While Hoffman’s death came as a surprise, he had long been open about his struggle with addiction, admitting that he had initially sought treatment as a 22-year-old New York University graduate.

“You get panicked … and I got panicked for my life,” he told 60 Minutes in 2006. In 2011, he told The Guardian, “I had no interest in drinking responsibly. And I still haven’t. Just because so much time has gone does not imply it was only a phase. “That is who I am.” Last May, he stunned many in Hollywood by revealing that, after 23 years of sobriety, he had developed a heroin addiction after first using prescription narcotics. He spent only 10 days in a detox program before returning to a hectic filming schedule that included appearances in a now-defunct Showtime pilot, Happyish, and the final two episodes of the blockbuster Hunger Games series.

Hoffman was raised with three brothers in the suburbs of Rochester, New York, by his mother, Marilyn, a family court judge who divorced his father, businessman Gordon, while he was a child. Hoffman fell in love with the theater after watching All My Sons at the age of 12.

By his 30s, he was receiving Tony, Emmy, and Oscar nominations for a variety of roles (including an Oscar victory for 2005’s Capote), but he remained intensely self-critical. When people complimented his work, he said in 2006, “I’ll be like, ‘Thank you,’ but I won’t say the second part, which is, ‘You’re wrong.'” “It is not always healthy.” According to Matthew Warchus, who directed his Tony-nominated performance in 2000’s True West: “I believe the tortured aspect comes from his not settling. The audience benefits. However, for the artist themselves, having such standards is a mixed gift. “Nothing is easy.”

As hard as he worked on his own projects, he was as supportive of others’. “He could do anything he wanted to do, and last spring he directed an Off-Broadway play in our 90-seat theater,” Labyrinth director Danny Feldman explains. “He was always excited.” “He kept to himself, but he was warm,” recalls Jason Hayes, the film’s hairdresser. “You definitely knew he was a sensitive soul.”

One constant throughout was his love for his children. “They’re all he ever talked about on set,” Hayes recalls.

Deeply loyal to his children, who inherited his famed red hair, Hoffman was a regular at New York City’s Chelsea Piers sporting facility, where he attended his son Cooper’s basketball workouts every Saturday. “He was not a drop-off parent,” recalls Ryan Berger, a fellow father who had just seen him 24 hours before his death. “He was committed to what his son was doing.”

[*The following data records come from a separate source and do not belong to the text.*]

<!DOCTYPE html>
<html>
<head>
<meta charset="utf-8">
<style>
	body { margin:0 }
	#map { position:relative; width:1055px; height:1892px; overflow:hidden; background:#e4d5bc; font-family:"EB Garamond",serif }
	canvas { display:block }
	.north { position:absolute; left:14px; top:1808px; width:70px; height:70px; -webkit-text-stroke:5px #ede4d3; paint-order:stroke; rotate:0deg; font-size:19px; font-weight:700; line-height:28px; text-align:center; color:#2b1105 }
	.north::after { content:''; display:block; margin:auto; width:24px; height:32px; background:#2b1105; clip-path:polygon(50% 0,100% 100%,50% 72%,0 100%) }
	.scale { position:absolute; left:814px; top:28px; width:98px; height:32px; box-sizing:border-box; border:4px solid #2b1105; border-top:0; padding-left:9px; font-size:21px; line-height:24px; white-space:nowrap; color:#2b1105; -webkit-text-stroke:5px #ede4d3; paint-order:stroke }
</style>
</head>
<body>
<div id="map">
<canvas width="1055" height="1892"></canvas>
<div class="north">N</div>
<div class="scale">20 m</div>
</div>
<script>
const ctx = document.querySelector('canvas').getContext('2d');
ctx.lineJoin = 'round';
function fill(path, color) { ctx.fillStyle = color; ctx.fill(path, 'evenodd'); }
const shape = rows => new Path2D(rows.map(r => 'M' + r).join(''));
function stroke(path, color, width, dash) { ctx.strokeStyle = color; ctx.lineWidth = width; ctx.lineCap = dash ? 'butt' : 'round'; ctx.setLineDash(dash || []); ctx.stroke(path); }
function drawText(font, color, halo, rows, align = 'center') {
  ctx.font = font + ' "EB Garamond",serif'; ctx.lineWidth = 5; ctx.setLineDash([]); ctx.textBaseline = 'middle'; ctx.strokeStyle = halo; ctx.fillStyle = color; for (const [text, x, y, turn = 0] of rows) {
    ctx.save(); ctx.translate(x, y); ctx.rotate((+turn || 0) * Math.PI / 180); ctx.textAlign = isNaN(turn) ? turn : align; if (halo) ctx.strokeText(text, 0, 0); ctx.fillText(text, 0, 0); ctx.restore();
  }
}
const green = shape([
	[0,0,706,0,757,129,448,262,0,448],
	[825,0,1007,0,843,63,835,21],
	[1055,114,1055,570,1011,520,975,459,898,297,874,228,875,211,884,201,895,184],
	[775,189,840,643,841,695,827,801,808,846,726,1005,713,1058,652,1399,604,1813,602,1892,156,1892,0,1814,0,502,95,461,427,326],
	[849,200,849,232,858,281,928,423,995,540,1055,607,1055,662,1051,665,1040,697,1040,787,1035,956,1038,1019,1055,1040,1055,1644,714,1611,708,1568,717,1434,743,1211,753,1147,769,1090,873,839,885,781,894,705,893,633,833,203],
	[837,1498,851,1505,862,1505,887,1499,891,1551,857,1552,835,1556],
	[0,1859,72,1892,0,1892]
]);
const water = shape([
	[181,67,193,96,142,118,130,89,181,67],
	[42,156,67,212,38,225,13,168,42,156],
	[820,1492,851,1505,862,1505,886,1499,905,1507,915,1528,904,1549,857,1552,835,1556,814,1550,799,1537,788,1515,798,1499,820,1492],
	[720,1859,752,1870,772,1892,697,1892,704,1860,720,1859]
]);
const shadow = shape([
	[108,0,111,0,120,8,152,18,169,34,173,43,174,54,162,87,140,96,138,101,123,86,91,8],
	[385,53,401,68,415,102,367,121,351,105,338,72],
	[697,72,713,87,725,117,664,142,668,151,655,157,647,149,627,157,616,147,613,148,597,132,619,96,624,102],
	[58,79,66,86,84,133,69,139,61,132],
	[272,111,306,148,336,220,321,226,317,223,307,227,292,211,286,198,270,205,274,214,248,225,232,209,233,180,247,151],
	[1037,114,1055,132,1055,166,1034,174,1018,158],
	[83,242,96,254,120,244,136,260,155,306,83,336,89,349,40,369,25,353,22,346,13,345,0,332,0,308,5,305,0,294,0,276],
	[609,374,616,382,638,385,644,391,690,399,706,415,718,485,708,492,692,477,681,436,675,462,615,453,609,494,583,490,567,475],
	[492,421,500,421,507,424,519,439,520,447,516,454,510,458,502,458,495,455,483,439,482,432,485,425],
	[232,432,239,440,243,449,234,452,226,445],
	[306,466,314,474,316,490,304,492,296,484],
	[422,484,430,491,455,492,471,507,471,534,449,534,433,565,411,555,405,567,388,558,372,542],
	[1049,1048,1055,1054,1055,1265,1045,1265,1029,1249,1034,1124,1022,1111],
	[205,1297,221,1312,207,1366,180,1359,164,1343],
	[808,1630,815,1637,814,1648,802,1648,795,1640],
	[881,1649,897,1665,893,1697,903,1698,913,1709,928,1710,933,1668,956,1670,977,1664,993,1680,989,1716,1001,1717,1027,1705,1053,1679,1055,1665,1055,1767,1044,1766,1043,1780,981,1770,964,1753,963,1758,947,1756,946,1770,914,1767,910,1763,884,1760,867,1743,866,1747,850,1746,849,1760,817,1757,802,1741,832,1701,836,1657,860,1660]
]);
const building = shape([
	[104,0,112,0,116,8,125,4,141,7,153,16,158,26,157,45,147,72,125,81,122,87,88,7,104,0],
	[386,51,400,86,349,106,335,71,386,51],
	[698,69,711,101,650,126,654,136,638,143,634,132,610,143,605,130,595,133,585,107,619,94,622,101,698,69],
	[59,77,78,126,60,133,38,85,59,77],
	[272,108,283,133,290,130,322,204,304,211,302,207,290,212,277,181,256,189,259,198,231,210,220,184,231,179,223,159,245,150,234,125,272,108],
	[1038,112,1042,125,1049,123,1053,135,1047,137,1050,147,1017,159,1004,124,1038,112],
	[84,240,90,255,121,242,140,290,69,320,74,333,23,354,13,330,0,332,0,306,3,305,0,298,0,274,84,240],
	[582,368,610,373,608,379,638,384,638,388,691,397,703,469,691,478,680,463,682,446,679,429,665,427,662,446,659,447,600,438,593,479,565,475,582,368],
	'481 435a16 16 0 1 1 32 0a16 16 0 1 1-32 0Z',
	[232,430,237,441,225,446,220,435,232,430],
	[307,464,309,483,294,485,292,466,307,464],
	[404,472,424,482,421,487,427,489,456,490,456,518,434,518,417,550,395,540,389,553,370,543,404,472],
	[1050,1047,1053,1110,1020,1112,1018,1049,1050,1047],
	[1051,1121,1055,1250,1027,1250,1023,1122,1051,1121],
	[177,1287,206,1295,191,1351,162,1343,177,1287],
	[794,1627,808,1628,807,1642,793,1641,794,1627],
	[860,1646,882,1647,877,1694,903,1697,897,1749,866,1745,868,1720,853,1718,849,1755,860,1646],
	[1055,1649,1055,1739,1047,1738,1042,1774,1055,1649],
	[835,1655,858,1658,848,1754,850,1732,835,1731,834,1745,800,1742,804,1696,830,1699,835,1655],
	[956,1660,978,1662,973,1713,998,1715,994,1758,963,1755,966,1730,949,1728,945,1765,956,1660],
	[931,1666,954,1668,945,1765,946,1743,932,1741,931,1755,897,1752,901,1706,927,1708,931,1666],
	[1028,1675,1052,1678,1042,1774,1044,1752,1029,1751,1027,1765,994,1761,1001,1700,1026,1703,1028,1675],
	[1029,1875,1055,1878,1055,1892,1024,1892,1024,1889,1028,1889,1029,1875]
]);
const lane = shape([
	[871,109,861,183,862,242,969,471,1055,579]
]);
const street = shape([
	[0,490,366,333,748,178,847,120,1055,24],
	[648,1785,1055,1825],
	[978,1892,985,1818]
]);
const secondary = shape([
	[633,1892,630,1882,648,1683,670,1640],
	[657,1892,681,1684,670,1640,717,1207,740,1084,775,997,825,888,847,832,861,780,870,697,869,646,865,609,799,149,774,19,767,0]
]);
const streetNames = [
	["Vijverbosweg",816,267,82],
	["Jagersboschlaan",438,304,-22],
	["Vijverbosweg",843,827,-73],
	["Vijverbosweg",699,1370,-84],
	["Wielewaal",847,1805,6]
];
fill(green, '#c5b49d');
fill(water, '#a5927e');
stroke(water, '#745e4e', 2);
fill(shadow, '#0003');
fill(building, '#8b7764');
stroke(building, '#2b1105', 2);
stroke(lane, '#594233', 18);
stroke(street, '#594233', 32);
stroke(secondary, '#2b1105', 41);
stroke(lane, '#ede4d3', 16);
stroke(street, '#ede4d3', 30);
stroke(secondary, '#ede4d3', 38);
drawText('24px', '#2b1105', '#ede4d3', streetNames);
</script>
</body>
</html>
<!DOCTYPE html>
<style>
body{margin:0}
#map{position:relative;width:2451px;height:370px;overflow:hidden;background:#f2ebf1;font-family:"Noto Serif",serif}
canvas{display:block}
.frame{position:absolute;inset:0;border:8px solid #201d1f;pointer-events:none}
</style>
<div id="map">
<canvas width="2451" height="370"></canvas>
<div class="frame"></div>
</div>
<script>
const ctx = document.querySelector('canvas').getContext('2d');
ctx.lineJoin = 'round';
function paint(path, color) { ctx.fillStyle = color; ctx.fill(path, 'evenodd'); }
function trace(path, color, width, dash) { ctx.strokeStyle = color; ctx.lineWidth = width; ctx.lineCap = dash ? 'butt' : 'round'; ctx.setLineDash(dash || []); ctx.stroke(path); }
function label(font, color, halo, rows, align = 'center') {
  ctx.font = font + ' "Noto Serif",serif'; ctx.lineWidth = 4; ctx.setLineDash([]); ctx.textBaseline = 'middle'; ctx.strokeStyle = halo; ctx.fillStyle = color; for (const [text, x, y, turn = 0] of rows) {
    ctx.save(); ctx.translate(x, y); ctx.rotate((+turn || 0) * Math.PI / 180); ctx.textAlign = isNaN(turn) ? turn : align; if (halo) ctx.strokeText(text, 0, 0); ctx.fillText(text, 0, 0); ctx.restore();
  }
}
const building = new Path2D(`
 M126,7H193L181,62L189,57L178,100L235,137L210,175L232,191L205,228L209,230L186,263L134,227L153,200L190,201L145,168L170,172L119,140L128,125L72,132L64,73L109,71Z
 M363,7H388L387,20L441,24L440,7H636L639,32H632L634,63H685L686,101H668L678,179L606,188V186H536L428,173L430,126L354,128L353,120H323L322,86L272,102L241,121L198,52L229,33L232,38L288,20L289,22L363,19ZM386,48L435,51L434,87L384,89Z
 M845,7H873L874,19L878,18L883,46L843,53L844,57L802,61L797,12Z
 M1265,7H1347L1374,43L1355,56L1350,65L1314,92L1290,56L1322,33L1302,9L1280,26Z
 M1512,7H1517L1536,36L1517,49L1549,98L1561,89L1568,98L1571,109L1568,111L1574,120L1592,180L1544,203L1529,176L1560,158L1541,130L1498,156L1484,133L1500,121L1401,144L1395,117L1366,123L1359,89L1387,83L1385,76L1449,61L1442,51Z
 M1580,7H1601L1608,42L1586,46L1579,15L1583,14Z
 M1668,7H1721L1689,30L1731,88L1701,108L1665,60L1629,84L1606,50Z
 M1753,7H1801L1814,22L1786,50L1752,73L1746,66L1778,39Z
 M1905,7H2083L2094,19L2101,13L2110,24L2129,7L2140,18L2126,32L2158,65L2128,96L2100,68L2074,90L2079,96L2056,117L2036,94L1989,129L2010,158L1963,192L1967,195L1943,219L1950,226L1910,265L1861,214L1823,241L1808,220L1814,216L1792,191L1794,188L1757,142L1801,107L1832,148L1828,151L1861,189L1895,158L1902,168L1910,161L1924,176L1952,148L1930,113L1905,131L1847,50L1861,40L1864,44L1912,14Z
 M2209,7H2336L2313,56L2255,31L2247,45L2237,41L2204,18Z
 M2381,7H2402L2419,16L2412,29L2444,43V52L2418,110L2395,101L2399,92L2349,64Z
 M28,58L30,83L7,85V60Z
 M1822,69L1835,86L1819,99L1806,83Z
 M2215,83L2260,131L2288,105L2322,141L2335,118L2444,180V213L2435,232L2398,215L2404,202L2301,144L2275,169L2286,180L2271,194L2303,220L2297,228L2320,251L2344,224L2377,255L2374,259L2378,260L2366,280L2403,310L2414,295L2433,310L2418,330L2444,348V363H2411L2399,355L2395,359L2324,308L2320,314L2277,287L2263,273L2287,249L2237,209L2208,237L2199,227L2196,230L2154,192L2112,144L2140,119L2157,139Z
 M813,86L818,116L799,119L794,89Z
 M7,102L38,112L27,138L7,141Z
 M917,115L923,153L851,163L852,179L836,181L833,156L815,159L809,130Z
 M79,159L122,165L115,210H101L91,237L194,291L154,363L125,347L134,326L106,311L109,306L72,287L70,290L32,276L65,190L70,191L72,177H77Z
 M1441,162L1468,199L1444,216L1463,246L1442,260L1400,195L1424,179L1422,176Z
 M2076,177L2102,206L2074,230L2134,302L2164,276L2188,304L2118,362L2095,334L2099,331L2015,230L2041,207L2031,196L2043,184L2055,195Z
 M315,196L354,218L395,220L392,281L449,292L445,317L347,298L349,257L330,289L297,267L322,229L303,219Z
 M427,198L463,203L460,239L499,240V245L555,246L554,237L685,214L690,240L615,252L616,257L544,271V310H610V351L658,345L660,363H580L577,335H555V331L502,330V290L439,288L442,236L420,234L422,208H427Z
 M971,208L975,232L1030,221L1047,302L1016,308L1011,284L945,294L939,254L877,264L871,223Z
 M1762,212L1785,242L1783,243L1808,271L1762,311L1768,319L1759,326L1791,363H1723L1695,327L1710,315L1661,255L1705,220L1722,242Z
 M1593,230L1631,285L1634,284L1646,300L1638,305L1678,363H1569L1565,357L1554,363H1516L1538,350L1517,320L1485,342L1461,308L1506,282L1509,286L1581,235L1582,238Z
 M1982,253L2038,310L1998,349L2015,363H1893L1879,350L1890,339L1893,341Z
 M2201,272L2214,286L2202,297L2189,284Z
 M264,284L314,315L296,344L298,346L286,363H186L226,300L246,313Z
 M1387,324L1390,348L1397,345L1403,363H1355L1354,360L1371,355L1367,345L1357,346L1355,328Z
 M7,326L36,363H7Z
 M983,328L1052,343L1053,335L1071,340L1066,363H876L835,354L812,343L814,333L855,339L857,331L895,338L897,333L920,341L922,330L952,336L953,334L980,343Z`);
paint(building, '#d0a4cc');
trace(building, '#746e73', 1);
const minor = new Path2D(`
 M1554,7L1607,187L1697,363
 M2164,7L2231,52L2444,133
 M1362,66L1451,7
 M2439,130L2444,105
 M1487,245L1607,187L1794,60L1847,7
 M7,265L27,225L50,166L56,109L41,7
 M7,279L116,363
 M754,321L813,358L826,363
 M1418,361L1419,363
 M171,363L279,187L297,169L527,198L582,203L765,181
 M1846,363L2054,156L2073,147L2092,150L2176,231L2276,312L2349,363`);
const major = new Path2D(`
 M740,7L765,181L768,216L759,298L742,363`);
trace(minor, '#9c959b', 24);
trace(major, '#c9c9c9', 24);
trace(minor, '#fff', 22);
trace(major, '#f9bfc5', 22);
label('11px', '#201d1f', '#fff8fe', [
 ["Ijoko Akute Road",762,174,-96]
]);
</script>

Now, as people who loved Hoffman say farewell and others who admired his work grieve what may have been, there is only regret at the loss of a “really bright person, a family man who made so many good choices,” says Warchus. “That’s the hideous part about addiction.”

Michael Ohoven, Capote’s producer, adds, “I can’t believe someone so clever and with such resolve could succumb to such a dreadful condition. All I can think about is him sitting up there, delivering one of his dark, loud chuckles.”